When remote instruction began, 14-year-old Sophie Gottfried kept asking her teachers to “open school” during every online class. A student with cerebral palsy who attends Ivymount School in Rockville, Sophie longed for the personal interactions with peers and teachers that are a significant motivator and aspect of her special education program. “Sophie is extremely social and thrives with personal contact, but she has had to adjust to getting that interaction via the computer screen” says her mother, Cindy Gottfried. Along with supporting all daily living activities, Gottfried has had to change the parent-child dynamic to one of educator-student, working closely with the school team to learn how to provide 1:1 support to help Sophie stay on task during instruction.
“Many of my students really require hands-on learning taught within meaningful context to be fully engaged with learning and make progress, which means the burden is placed on parents to set up opportunities to practice these skills away from the computer on top of the time they are asked to participate in screen-based learning,” says Kimmy Clark, director of the program that Sophie attends.
It’s the type of situation being played out in the homes of students with disabilities across the region. Susan Fitzgerald says the pandemic has completely upended life for her son Danny, an 18-year-old with Down syndrome who attends Wootton High School. “Danny’s entire calendar has been empty for the last six months, and he doesn’t understand what happened to all the things he does that bring him so much joy,” says Fitzgerald. “Unlike typical kids, he cannot interact or socialize with others remotely. His days are long and monotonous. This has resulted in him developing difficult behaviors that have made the situation 10 times harder to manage.”
Because Danny is non-verbal and has fine motor skill difficulties that limit his ability to independently use the computer and engage in classes, the Fitzgeralds have also been in every class with him so he can attend school, while also juggling their own job responsibilities.
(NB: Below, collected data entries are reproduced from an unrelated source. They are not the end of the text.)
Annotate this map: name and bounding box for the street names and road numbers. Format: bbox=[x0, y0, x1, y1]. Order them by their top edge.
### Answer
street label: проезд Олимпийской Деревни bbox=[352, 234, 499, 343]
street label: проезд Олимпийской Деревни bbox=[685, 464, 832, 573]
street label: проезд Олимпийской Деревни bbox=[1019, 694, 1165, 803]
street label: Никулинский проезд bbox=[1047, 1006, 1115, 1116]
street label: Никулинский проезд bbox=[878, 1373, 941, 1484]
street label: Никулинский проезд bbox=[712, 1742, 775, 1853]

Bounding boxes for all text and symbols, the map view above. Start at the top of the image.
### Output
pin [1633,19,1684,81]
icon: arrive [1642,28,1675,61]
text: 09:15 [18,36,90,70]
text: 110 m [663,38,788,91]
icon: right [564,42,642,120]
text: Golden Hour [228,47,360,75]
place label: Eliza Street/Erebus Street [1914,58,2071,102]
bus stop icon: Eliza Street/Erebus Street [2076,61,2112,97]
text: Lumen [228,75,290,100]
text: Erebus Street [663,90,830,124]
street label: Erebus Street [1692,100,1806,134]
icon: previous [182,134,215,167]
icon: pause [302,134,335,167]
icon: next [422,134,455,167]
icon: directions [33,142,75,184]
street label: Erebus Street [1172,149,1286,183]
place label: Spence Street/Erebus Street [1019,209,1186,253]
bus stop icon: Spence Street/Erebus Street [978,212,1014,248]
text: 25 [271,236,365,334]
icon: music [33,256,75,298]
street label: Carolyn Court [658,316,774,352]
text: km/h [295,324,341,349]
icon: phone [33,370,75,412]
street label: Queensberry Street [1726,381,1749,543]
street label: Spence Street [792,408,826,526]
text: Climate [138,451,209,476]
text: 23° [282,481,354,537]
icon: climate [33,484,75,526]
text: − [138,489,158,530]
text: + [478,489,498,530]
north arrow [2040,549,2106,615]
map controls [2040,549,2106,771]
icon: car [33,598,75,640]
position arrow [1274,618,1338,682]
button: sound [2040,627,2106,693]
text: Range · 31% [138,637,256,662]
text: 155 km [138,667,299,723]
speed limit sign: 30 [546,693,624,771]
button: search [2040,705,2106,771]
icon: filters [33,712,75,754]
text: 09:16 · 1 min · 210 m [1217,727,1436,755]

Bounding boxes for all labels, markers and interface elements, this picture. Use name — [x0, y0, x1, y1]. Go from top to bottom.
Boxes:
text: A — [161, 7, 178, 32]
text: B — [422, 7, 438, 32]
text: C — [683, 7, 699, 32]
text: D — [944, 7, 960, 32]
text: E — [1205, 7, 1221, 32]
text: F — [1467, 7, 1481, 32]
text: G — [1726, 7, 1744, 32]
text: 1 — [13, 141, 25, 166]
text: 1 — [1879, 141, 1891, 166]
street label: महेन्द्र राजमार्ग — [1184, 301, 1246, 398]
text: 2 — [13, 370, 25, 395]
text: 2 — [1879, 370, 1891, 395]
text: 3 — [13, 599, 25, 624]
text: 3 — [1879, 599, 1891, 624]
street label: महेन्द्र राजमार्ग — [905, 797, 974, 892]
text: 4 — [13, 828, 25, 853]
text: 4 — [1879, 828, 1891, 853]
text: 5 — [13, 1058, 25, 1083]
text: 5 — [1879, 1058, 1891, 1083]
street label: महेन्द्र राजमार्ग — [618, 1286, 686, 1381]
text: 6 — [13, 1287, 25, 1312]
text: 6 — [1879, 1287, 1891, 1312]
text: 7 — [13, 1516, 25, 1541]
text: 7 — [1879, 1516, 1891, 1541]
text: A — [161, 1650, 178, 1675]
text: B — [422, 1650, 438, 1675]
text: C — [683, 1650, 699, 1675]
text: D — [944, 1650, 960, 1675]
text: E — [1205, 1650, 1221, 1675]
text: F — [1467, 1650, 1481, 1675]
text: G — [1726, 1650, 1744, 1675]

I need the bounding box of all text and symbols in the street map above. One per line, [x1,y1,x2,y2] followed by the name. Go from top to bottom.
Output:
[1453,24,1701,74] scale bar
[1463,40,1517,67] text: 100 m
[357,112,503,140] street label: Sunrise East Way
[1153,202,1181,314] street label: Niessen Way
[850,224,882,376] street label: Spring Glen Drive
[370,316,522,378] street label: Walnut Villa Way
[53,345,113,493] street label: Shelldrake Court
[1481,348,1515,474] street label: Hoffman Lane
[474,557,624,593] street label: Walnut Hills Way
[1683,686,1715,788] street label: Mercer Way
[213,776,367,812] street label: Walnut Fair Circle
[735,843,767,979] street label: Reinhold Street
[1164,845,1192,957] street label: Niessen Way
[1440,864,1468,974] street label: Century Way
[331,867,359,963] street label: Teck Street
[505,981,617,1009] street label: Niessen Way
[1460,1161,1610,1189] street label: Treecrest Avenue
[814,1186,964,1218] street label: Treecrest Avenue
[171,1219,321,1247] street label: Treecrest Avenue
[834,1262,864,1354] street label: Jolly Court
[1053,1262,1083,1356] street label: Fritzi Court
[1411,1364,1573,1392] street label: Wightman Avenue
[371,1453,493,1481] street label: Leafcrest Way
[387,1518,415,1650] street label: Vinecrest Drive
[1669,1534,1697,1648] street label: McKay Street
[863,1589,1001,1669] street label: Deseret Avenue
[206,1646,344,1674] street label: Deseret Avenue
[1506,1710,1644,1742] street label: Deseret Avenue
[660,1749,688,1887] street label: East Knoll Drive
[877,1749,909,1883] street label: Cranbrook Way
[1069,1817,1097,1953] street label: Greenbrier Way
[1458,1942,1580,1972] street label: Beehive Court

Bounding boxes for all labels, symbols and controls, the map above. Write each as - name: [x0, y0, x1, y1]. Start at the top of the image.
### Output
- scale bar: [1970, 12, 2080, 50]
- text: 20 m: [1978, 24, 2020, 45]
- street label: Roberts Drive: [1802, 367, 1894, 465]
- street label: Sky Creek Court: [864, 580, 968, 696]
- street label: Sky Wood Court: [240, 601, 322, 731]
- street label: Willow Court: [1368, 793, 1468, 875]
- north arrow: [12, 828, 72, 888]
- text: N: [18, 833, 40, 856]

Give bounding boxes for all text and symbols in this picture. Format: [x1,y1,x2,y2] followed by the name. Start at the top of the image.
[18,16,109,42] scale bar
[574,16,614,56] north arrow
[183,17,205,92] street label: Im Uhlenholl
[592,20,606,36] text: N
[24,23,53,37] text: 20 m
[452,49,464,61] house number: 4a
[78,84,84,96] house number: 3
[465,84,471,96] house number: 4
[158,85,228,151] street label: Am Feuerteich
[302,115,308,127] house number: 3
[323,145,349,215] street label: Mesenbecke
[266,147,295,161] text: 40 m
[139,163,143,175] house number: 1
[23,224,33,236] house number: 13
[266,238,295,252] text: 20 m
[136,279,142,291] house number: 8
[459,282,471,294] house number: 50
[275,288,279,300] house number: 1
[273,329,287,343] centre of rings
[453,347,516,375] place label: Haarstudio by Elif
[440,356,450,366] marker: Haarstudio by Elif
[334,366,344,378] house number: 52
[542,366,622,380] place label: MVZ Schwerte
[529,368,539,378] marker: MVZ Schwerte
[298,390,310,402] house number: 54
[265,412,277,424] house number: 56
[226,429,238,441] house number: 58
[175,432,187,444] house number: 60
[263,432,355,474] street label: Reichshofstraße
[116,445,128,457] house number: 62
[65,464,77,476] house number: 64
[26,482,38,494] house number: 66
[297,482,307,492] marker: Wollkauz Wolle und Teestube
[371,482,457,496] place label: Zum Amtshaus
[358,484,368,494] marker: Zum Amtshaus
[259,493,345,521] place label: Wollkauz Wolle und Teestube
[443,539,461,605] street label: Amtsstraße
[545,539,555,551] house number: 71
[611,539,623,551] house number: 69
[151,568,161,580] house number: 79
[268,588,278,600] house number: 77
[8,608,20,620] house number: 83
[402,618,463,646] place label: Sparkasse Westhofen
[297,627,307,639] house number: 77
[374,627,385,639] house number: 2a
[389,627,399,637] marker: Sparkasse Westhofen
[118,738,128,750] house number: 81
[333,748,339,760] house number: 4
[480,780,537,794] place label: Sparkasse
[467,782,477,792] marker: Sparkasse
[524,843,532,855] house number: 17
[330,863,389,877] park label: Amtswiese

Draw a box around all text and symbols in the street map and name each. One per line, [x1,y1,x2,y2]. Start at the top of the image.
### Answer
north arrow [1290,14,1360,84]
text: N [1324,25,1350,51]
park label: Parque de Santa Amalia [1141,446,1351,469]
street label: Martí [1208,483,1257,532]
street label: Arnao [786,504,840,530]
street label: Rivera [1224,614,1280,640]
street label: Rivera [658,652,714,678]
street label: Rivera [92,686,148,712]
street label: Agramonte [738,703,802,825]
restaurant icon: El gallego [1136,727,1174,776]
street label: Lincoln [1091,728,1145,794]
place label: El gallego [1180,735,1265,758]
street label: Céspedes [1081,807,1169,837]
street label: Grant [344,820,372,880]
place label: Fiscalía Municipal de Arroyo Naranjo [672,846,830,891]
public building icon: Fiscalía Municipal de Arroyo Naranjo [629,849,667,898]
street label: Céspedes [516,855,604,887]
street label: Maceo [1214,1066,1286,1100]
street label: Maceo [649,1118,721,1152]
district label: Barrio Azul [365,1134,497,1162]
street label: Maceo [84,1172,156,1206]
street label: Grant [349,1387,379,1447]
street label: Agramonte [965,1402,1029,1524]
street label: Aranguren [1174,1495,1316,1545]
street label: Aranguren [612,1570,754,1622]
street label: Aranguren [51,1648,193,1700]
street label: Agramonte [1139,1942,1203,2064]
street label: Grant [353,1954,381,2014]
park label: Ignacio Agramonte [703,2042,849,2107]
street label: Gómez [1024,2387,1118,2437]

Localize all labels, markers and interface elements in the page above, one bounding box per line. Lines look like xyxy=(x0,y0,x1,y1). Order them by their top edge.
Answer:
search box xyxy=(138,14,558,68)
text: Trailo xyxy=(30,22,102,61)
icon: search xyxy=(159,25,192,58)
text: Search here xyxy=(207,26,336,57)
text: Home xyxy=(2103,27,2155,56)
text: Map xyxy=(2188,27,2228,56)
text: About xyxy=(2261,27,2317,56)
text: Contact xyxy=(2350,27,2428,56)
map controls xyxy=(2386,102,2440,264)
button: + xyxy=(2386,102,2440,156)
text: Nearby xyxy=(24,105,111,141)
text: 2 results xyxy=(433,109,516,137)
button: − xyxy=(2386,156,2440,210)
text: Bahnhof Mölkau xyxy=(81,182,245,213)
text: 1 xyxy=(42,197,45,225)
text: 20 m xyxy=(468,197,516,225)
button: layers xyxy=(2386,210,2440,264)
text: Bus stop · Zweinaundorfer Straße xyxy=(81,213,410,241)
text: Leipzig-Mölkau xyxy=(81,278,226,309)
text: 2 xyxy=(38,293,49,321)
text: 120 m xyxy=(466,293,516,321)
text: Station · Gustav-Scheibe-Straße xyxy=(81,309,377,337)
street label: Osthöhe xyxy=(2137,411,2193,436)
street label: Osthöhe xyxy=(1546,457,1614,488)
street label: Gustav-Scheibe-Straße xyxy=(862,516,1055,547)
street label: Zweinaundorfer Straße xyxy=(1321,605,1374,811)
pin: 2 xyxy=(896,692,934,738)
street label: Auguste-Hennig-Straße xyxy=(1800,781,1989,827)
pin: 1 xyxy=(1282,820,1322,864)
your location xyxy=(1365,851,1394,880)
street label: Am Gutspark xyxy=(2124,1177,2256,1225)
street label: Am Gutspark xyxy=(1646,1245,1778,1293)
Susan’s husband eventually reduced his work schedule and they hired extra support for Danny for nine hours per week.
The COVID-19 pandemic has placed a huge hurdle before all students, and especially those with disabilities. “The kids who need the most support and the youngest are having the hardest time. They require a lot of structure, specific sensory considerations and a lot of individualized attention and programs – most of which are impossible for caregivers to accomplish in their home,” says Susan Keisler, Executive Director of Partnership for Extraordinary Minds (xMinds), a Montgomery County nonprofit that works to improve educational outcomes for students on the autism spectrum.
While some students with autism have managed well, Keisler says they’ve heard most from parents with young children and those with severe disabilities who are regressing in their skills and language. XMinds responded with an evolving set of resources as the school closures continued – from keep-busy activities in March to parent webinars on advocating, as well as lists of tutors and sessions on managing distance learning. A parent of a 24-year-old with autism, Keisler says the situation is “heartbreaking.”
Still, the special needs community has celebrated positives where they can. Gottfried worked with her Ivymount School team on strategies to help Sophie sleep through the night for the first time in eight years, tackled leisure activities she can do on her own and created picture schedules for lessons and activities. “Because parents are now so intimately involved in the learning process, they really have new insight to their child’s specific learning needs in a way they may not have before,” says Clark, whose team has offered weekly, individualized parent training to Gottfried and other families.
Dr. Lauren Lestremau, another program director at Ivymount School, slowly increased student stamina for live online classes and found creative new instruction platforms. “We have enjoyed expanding our tools for students to participate out loud, via the chat box and through platforms like Pear Deck, Microsoft Whiteboard and Flipgrid,” she says. “It has been integral in our ability to maintain student engagement and learning and we’ll likely continue to use many of these in onsite instruction.”
The pandemic has forced all schools to rethink the delivery of instruction and related services to students with special needs, says Dorie Flynn, Executive Director of the Maryland Association of Nonpublic Special Education Facilities (MANSEF). She notes outdoor classrooms, small group instruction in local parks and rec centers and investing in licenses to provide speech and language services, occupational therapy, tutoring and counseling via online platforms to students across jurisdictions in Maryland, D.C. and Virginia. “Telehealth is now the new norm and daily check-ins with families have helped tremendously,” says Flynn.
Without the structure and socialization provided by the school environment, says psychiatrist Dr. Lance Clawson, who treats children and adolescents with special needs, it’s imperative that families be on the lookout for possible red flags, such as increased tantrums or aggression, social withdrawal, reduced motivation or changes in sleep or appetite. “Then take care of your needs and realize in the pandemic we cannot do it all, so choices about where to invest our energies need to be made. We can only do our best, and that is good enough.”
Cindy Gottfried has been putting her energy into appreciating Sophie’s newfound skills, collaborating with school staff and introducing PTA virtual hangouts for parents to connect. “Many parents feel overwhelmed and have even more of an appreciation for what teachers and therapists are able to do for our children on a daily basis. It gives you a genuine understanding of the complexity of what goes into teaching each of our children.”